[Saved data entries]
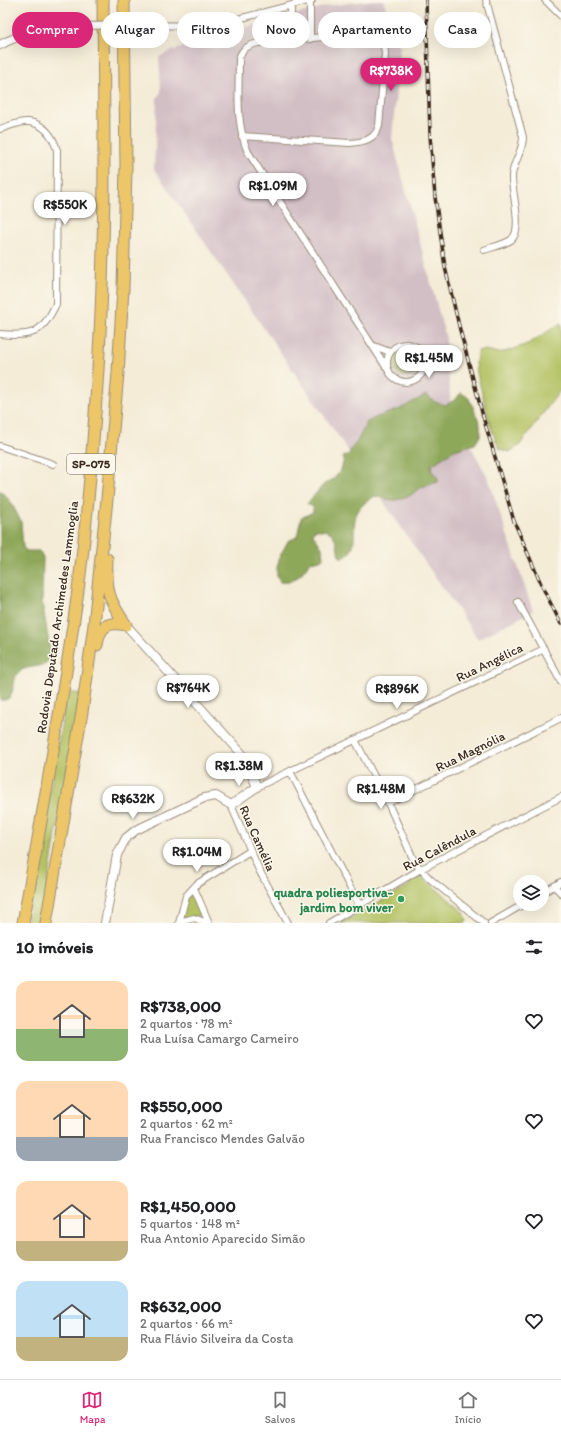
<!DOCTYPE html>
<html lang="pt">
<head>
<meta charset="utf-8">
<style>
  body { margin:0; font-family:Itim,sans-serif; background:#f6f6f6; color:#202124; height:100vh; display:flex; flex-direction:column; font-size:15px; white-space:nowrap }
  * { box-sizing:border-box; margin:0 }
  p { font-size:13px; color:#757577 }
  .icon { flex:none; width:22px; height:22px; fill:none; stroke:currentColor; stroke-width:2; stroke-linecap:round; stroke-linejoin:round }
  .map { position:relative; height:923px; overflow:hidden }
  .panel { display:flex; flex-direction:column; background:#fff; flex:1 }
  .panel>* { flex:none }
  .hud { position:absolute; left:12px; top:12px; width:537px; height:36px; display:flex; gap:8px }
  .controls { position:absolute; left:513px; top:875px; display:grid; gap:8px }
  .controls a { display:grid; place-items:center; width:36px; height:36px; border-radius:50%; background:#fff; box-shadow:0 4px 16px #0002; font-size:20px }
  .price { position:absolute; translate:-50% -34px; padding:0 9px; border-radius:14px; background:#fff; color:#222; font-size:13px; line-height:26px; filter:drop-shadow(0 1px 2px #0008) }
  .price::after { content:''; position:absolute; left:50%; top:24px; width:12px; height:9px; margin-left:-6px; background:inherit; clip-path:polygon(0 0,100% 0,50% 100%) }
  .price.active { background:#db2777; color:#fff }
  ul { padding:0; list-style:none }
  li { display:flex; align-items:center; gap:12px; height:100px; padding:0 16px }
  li span { display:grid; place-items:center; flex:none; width:112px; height:80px; border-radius:12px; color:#555 }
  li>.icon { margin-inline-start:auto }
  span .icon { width:48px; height:48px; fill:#fffc; stroke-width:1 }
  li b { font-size:17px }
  h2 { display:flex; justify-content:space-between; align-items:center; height:48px; padding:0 16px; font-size:17px }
  .chip { padding:0 14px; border-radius:18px; background:#fff; box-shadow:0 4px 16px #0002; font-size:14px; line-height:36px }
  .chip.active { background:#db2777; color:#fff }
  .menu { display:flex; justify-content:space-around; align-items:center; height:56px; border-top:1px solid #e0e0e0; background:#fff; font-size:11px; color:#757577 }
  .menu a { display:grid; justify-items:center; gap:2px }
  .menu .active { color:#db2777 }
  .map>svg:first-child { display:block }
</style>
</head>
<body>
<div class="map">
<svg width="561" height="923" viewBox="0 0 561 923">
  <rect width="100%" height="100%" fill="#fbf7ec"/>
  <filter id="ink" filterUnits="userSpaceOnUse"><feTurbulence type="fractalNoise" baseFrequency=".025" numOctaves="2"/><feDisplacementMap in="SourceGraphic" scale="8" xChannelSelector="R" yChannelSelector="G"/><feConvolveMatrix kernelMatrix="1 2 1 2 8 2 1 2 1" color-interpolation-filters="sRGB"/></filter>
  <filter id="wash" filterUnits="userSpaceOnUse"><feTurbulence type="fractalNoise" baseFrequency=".012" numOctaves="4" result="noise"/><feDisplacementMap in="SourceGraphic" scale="16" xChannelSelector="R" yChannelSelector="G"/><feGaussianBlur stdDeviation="0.9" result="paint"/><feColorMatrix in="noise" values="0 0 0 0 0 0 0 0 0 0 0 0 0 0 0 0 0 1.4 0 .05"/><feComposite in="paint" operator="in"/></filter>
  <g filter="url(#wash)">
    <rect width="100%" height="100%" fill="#f4ecd7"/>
    <path fill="#d2bec5" d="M374 0H383L400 47 392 139 446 339 451 410 488 478 533 611 478 639 154 169 157 98 161 92 159 57 168 52 247 27 327 6Z"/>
    <path fill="#b3c264" stroke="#777641" d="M561 323V389L519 446 509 452 499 448 491 428 477 373 476 362 478 351 487 350 498 353 508 351 530 343Z
      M392 363a14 14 0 1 1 28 0a14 14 0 1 1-28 0Z
      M67 692 80 694 41 923H27Z
      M421 876 464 912 467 920 465 923H341L410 885 407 879Z
      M195 894 201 914 180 923 187 896Z"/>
    <path fill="#8ea85a" stroke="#64693c" d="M461 393 468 397 473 407 480 425V436L475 444 454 450 432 465 431 470 438 478V482L422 487 411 495 396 500H391L375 496C367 501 361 505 357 513 350 528 361 550 342 558L339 556C336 538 335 528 314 530L313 534 322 548 323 558 320 560 310 562C302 573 295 584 280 582L277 577V567L281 554 288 541 297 537 301 518 313 512V507L307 504 324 484 334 479 341 470 344 459 343 457 349 454 351 449 357 442 367 422 377 417 400 409 426 395 435 402 446 405 456 399Z
      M0 490 11 502 21 522 23 548 27 551H39L43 557 42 602 51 655C47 672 27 662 17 674 10 683 17 702 0 700Z"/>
  </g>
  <g filter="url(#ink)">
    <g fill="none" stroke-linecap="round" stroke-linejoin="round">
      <defs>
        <path id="minor" d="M310 0V39
          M545 0 561 16
          M291 6V40
          M142 25 203 26 222 23 312 0
          M0 129C9 126 19 121 29 122 44 124 53 136 57 150L56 304C42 334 32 337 0 334
          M242 136 350 143C363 142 375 140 379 126L385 54C385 42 378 35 366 33L258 43C247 46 243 48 239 58 239 89 235 123 248 152L388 370
          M484 250C493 247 503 245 511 240 524 230 511 191 512 176 513 162 523 152 523 137L486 0
          M387 363a19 19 0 1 1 38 0a19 19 0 1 1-38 0Z
          M374 346 390 352
          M0 446 53 464
          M518 602 561 682
          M355 740 388 803 415 863 430 879 484 923
          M290 771 359 905
          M257 787 544 649
          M388 803 561 718
          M231 805 259 870 288 923
          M554 886 561 893
          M194 888 209 923
          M542 893 561 882
          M180 922 194 918 207 923
          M179 923 186 896 197 884 250 851
          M329 923 421 869 561 797
          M491 923 524 904"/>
        <path id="tertiary" d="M0 45C25 31 52 30 80 26
          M105 923 117 855 126 838 136 830 204 798 216 796 231 805 257 787 243 755 126 625"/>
        <path id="motorway" d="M107 559C106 591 108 599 126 625
          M97 645C100 626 107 621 126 625
          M23 923C42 817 61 712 76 605 87 527 93 448 98 369 106 246 104 123 103 0
          M46 923 82 712 94 625 107 499 118 373 123 289 126 167 124 0"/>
      </defs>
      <use href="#minor" stroke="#988b7a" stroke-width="8"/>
      <use href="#tertiary" stroke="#988b7a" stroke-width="10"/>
      <use href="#motorway" stroke="#988b7a" stroke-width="13"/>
      <use href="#minor" stroke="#fff" stroke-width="6"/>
      <use href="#tertiary" stroke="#fff" stroke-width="8"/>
      <use href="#motorway" stroke="#ecc669" stroke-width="11"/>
      <defs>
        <path id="rail" d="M426 0 430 135 435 197 445 267 460 330 484 420 514 521 541 584 561 624"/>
      </defs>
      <use href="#rail" stroke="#3b2a1e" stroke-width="3.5"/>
      <use href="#rail" stroke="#fbf7ec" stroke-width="2" stroke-dasharray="6" stroke-linecap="butt"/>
      <defs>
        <path id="minor-bridge" d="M80 26 142 25"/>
      </defs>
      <use href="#minor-bridge" stroke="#988b7a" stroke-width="8" stroke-linecap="butt"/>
      <use href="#minor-bridge" stroke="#fff" stroke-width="6"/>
    </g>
  </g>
  <circle fill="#2e9e5b" stroke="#fbf7ec" stroke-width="1.5" cx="401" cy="899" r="4"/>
  <g text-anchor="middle" stroke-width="3" stroke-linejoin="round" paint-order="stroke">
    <rect fill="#fbf7ec" stroke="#75685c" stroke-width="1" x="67" y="454" width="48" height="20" rx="3"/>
    <g font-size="12" font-weight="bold" fill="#3b2a1e">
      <text x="91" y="468">SP-075</text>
    </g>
    <g font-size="13" fill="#3b2a1e" stroke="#fbf7ec">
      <text transform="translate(57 617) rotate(-82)" y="5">Rodovia Deputado Archimedes Lammoglia</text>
      <text transform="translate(489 662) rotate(-26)" y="5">Rua Angélica</text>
      <text transform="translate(470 751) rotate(-26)" y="5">Rua Magnólia</text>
      <text transform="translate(258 838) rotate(66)" y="5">Rua Camélia</text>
      <text transform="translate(439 848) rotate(-28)" y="5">Rua Calêndula</text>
    </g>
    <g font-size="13" font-weight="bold" fill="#27864d" stroke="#fbf7ec" text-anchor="end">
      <text x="393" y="897">quadra poliesportiva-<tspan x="393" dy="15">jardim bom viver</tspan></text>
    </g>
  </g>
</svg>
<div class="controls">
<a><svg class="icon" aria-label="layers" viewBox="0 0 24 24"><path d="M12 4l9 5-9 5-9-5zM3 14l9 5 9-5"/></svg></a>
</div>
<b class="price active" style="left:391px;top:92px">R$738K</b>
<b class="price" style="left:273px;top:207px">R$1.09M</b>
<b class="price" style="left:65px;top:226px">R$550K</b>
<b class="price" style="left:429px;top:379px">R$1.45M</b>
<b class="price" style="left:188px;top:709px">R$764K</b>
<b class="price" style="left:397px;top:710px">R$896K</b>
<b class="price" style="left:239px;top:787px">R$1.38M</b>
<b class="price" style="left:381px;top:810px">R$1.48M</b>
<b class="price" style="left:133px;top:820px">R$632K</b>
<b class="price" style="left:197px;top:873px">R$1.04M</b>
<div class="hud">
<a class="chip active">Comprar</a>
<a class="chip">Alugar</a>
<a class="chip">Filtros</a>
<a class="chip">Novo</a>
<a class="chip">Apartamento</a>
<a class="chip">Casa</a>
</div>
</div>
<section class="panel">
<h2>10 imóveis<svg class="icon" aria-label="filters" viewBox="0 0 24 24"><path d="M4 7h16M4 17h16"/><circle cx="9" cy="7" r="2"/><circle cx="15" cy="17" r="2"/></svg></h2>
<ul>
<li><span style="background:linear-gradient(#ffd9b3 60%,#8fb573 0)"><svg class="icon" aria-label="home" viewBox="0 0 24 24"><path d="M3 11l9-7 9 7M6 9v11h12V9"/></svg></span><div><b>R$738,000</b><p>2 quartos · 78 m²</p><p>Rua Luísa Camargo Carneiro</p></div><svg class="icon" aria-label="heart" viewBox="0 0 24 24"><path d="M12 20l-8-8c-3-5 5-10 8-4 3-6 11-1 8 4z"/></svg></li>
<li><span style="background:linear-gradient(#ffd9b3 70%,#9aa5b1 0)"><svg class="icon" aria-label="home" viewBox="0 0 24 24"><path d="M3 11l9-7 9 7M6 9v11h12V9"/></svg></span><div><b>R$550,000</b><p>2 quartos · 62 m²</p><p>Rua Francisco Mendes Galvão</p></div><svg class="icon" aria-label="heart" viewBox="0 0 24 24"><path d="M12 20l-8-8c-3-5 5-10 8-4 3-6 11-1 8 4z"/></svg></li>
<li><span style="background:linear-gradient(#ffd9b3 75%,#c2b280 0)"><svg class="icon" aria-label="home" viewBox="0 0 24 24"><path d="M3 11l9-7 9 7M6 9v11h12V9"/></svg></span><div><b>R$1,450,000</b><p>5 quartos · 148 m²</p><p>Rua Antonio Aparecido Simão</p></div><svg class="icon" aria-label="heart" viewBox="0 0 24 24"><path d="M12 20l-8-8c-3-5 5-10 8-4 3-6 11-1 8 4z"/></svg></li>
<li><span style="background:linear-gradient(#bfe0f5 70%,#c2b280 0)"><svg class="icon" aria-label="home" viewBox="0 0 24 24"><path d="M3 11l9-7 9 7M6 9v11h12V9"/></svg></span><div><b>R$632,000</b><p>2 quartos · 66 m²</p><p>Rua Flávio Silveira da Costa</p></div><svg class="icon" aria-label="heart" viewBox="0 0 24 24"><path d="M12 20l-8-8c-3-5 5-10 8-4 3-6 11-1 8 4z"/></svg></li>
</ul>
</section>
<nav class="menu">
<a class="active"><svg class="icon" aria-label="map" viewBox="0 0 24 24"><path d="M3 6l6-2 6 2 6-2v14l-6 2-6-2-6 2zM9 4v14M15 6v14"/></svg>Mapa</a>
<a><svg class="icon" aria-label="saved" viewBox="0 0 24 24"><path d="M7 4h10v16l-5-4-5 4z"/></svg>Salvos</a>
<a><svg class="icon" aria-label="home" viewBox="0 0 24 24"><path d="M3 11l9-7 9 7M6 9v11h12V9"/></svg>Início</a>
</nav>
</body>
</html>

PROBLEM DESCRIPTION: Find the word "controls" in the entries, then copy out every line that has it.

RESPONSE AREA:
  .controls { position:absolute; left:513px; top:875px; display:grid; gap:8px }
  .controls a { display:grid; place-items:center; width:36px; height:36px; border-radius:50%; background:#fff; box-shadow:0 4px 16px #0002; font-size:20px }
<div class="controls">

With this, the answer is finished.